__PROBLEM REQUIREMENTS__. Set down all of the entries exactly, leaving nothing out.
╭──
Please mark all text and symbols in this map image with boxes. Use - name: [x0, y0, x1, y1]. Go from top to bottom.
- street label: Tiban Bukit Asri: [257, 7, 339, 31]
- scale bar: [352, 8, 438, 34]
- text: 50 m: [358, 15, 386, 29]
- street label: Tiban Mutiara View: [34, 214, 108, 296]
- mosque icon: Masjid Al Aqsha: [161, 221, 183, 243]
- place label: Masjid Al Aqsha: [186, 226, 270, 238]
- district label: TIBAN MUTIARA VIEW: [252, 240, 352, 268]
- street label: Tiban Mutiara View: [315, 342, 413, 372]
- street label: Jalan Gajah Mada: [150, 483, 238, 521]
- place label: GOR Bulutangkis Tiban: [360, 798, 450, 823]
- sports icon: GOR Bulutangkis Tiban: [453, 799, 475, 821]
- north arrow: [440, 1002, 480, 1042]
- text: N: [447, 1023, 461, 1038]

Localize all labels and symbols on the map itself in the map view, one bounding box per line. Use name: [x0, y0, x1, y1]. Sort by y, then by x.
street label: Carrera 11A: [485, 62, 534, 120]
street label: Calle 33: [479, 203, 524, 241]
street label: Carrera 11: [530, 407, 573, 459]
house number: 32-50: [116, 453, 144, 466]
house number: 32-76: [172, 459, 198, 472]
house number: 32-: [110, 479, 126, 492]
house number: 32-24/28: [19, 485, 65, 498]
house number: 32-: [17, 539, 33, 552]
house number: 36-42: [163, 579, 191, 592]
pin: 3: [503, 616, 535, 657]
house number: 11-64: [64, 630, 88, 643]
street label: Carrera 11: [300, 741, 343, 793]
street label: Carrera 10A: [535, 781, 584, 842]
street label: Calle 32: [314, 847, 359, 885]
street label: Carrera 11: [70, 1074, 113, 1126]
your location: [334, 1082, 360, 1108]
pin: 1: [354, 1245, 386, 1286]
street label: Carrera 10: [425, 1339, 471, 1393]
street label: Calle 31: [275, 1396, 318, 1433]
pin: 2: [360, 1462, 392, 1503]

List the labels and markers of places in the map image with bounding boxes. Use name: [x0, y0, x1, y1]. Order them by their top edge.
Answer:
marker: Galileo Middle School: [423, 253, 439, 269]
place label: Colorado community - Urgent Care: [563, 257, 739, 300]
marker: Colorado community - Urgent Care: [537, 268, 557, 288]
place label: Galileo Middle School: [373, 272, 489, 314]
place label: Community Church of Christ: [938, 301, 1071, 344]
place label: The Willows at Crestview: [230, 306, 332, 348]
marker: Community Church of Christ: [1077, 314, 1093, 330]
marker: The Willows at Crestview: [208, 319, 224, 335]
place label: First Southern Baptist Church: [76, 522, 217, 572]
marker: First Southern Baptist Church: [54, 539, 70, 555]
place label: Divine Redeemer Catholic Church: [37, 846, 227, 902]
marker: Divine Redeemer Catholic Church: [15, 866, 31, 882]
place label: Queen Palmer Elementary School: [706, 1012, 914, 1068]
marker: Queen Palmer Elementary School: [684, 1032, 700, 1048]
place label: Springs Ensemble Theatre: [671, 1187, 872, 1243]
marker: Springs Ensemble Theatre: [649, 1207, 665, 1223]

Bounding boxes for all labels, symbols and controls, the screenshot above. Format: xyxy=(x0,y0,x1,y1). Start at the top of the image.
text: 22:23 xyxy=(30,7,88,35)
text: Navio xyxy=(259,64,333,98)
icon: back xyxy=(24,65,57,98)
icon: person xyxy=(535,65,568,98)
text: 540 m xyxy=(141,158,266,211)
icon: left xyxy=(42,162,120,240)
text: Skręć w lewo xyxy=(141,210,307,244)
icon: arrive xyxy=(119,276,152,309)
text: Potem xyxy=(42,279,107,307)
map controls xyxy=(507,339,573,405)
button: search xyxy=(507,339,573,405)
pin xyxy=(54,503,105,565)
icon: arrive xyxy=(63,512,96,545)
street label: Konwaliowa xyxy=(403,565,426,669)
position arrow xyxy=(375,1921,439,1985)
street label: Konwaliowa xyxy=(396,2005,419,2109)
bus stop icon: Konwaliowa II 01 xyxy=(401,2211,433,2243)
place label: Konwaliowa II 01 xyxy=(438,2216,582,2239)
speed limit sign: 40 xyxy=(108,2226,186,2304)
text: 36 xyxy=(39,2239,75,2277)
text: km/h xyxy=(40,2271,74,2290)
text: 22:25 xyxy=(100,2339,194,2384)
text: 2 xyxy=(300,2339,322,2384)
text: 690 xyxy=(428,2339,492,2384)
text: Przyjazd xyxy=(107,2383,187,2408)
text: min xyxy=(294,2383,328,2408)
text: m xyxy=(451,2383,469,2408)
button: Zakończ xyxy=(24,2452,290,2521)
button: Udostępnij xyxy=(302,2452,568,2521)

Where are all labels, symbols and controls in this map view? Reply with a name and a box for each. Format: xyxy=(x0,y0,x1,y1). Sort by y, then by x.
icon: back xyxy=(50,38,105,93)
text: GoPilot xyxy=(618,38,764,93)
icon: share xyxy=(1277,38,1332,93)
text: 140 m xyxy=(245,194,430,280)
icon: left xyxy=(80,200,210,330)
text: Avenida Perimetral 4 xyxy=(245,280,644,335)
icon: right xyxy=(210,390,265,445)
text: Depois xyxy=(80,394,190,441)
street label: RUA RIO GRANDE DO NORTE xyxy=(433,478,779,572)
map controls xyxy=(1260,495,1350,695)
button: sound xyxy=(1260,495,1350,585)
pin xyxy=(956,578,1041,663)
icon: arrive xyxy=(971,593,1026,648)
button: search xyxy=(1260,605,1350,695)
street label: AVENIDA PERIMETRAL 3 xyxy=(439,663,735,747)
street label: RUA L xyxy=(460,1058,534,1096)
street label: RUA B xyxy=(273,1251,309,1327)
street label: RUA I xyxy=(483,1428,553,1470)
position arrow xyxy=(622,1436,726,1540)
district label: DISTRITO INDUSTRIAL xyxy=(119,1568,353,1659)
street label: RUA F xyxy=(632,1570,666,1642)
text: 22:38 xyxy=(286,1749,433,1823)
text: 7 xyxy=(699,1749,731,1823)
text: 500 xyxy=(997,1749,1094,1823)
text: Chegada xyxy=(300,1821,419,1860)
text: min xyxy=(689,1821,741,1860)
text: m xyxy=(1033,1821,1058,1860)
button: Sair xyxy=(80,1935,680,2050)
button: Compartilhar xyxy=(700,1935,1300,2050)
╰──
__EXPECTED ANSWER__.
Please mark all text and symbols in this map image with boxes. Use - name: [x0, y0, x1, y1]. Go from top to bottom.
- street label: Tiban Bukit Asri: [257, 7, 339, 31]
- scale bar: [352, 8, 438, 34]
- text: 50 m: [358, 15, 386, 29]
- street label: Tiban Mutiara View: [34, 214, 108, 296]
- mosque icon: Masjid Al Aqsha: [161, 221, 183, 243]
- place label: Masjid Al Aqsha: [186, 226, 270, 238]
- district label: TIBAN MUTIARA VIEW: [252, 240, 352, 268]
- street label: Tiban Mutiara View: [315, 342, 413, 372]
- street label: Jalan Gajah Mada: [150, 483, 238, 521]
- place label: GOR Bulutangkis Tiban: [360, 798, 450, 823]
- sports icon: GOR Bulutangkis Tiban: [453, 799, 475, 821]
- north arrow: [440, 1002, 480, 1042]
- text: N: [447, 1023, 461, 1038]

Localize all labels and symbols on the map itself in the map view, one bounding box per line. Use name: [x0, y0, x1, y1]. Sort by y, then by x.
street label: Carrera 11A: [485, 62, 534, 120]
street label: Calle 33: [479, 203, 524, 241]
street label: Carrera 11: [530, 407, 573, 459]
house number: 32-50: [116, 453, 144, 466]
house number: 32-76: [172, 459, 198, 472]
house number: 32-: [110, 479, 126, 492]
house number: 32-24/28: [19, 485, 65, 498]
house number: 32-: [17, 539, 33, 552]
house number: 36-42: [163, 579, 191, 592]
pin: 3: [503, 616, 535, 657]
house number: 11-64: [64, 630, 88, 643]
street label: Carrera 11: [300, 741, 343, 793]
street label: Carrera 10A: [535, 781, 584, 842]
street label: Calle 32: [314, 847, 359, 885]
street label: Carrera 11: [70, 1074, 113, 1126]
your location: [334, 1082, 360, 1108]
pin: 1: [354, 1245, 386, 1286]
street label: Carrera 10: [425, 1339, 471, 1393]
street label: Calle 31: [275, 1396, 318, 1433]
pin: 2: [360, 1462, 392, 1503]

List the labels and markers of places in the map image with bounding boxes. Use name: [x0, y0, x1, y1]. Order them by their top edge.
Answer:
marker: Galileo Middle School: [423, 253, 439, 269]
place label: Colorado community - Urgent Care: [563, 257, 739, 300]
marker: Colorado community - Urgent Care: [537, 268, 557, 288]
place label: Galileo Middle School: [373, 272, 489, 314]
place label: Community Church of Christ: [938, 301, 1071, 344]
place label: The Willows at Crestview: [230, 306, 332, 348]
marker: Community Church of Christ: [1077, 314, 1093, 330]
marker: The Willows at Crestview: [208, 319, 224, 335]
place label: First Southern Baptist Church: [76, 522, 217, 572]
marker: First Southern Baptist Church: [54, 539, 70, 555]
place label: Divine Redeemer Catholic Church: [37, 846, 227, 902]
marker: Divine Redeemer Catholic Church: [15, 866, 31, 882]
place label: Queen Palmer Elementary School: [706, 1012, 914, 1068]
marker: Queen Palmer Elementary School: [684, 1032, 700, 1048]
place label: Springs Ensemble Theatre: [671, 1187, 872, 1243]
marker: Springs Ensemble Theatre: [649, 1207, 665, 1223]

Bounding boxes for all labels, symbols and controls, the screenshot above. Format: xyxy=(x0,y0,x1,y1). Start at the top of the image.
text: 22:23 xyxy=(30,7,88,35)
text: Navio xyxy=(259,64,333,98)
icon: back xyxy=(24,65,57,98)
icon: person xyxy=(535,65,568,98)
text: 540 m xyxy=(141,158,266,211)
icon: left xyxy=(42,162,120,240)
text: Skręć w lewo xyxy=(141,210,307,244)
icon: arrive xyxy=(119,276,152,309)
text: Potem xyxy=(42,279,107,307)
map controls xyxy=(507,339,573,405)
button: search xyxy=(507,339,573,405)
pin xyxy=(54,503,105,565)
icon: arrive xyxy=(63,512,96,545)
street label: Konwaliowa xyxy=(403,565,426,669)
position arrow xyxy=(375,1921,439,1985)
street label: Konwaliowa xyxy=(396,2005,419,2109)
bus stop icon: Konwaliowa II 01 xyxy=(401,2211,433,2243)
place label: Konwaliowa II 01 xyxy=(438,2216,582,2239)
speed limit sign: 40 xyxy=(108,2226,186,2304)
text: 36 xyxy=(39,2239,75,2277)
text: km/h xyxy=(40,2271,74,2290)
text: 22:25 xyxy=(100,2339,194,2384)
text: 2 xyxy=(300,2339,322,2384)
text: 690 xyxy=(428,2339,492,2384)
text: Przyjazd xyxy=(107,2383,187,2408)
text: min xyxy=(294,2383,328,2408)
text: m xyxy=(451,2383,469,2408)
button: Zakończ xyxy=(24,2452,290,2521)
button: Udostępnij xyxy=(302,2452,568,2521)

Where are all labels, symbols and controls in this map view? Reply with a name and a box for each. Format: xyxy=(x0,y0,x1,y1). Sort by y, then by x.
icon: back xyxy=(50,38,105,93)
text: GoPilot xyxy=(618,38,764,93)
icon: share xyxy=(1277,38,1332,93)
text: 140 m xyxy=(245,194,430,280)
icon: left xyxy=(80,200,210,330)
text: Avenida Perimetral 4 xyxy=(245,280,644,335)
icon: right xyxy=(210,390,265,445)
text: Depois xyxy=(80,394,190,441)
street label: RUA RIO GRANDE DO NORTE xyxy=(433,478,779,572)
map controls xyxy=(1260,495,1350,695)
button: sound xyxy=(1260,495,1350,585)
pin xyxy=(956,578,1041,663)
icon: arrive xyxy=(971,593,1026,648)
button: search xyxy=(1260,605,1350,695)
street label: AVENIDA PERIMETRAL 3 xyxy=(439,663,735,747)
street label: RUA L xyxy=(460,1058,534,1096)
street label: RUA B xyxy=(273,1251,309,1327)
street label: RUA I xyxy=(483,1428,553,1470)
position arrow xyxy=(622,1436,726,1540)
district label: DISTRITO INDUSTRIAL xyxy=(119,1568,353,1659)
street label: RUA F xyxy=(632,1570,666,1642)
text: 22:38 xyxy=(286,1749,433,1823)
text: 7 xyxy=(699,1749,731,1823)
text: 500 xyxy=(997,1749,1094,1823)
text: Chegada xyxy=(300,1821,419,1860)
text: min xyxy=(689,1821,741,1860)
text: m xyxy=(1033,1821,1058,1860)
button: Sair xyxy=(80,1935,680,2050)
button: Compartilhar xyxy=(700,1935,1300,2050)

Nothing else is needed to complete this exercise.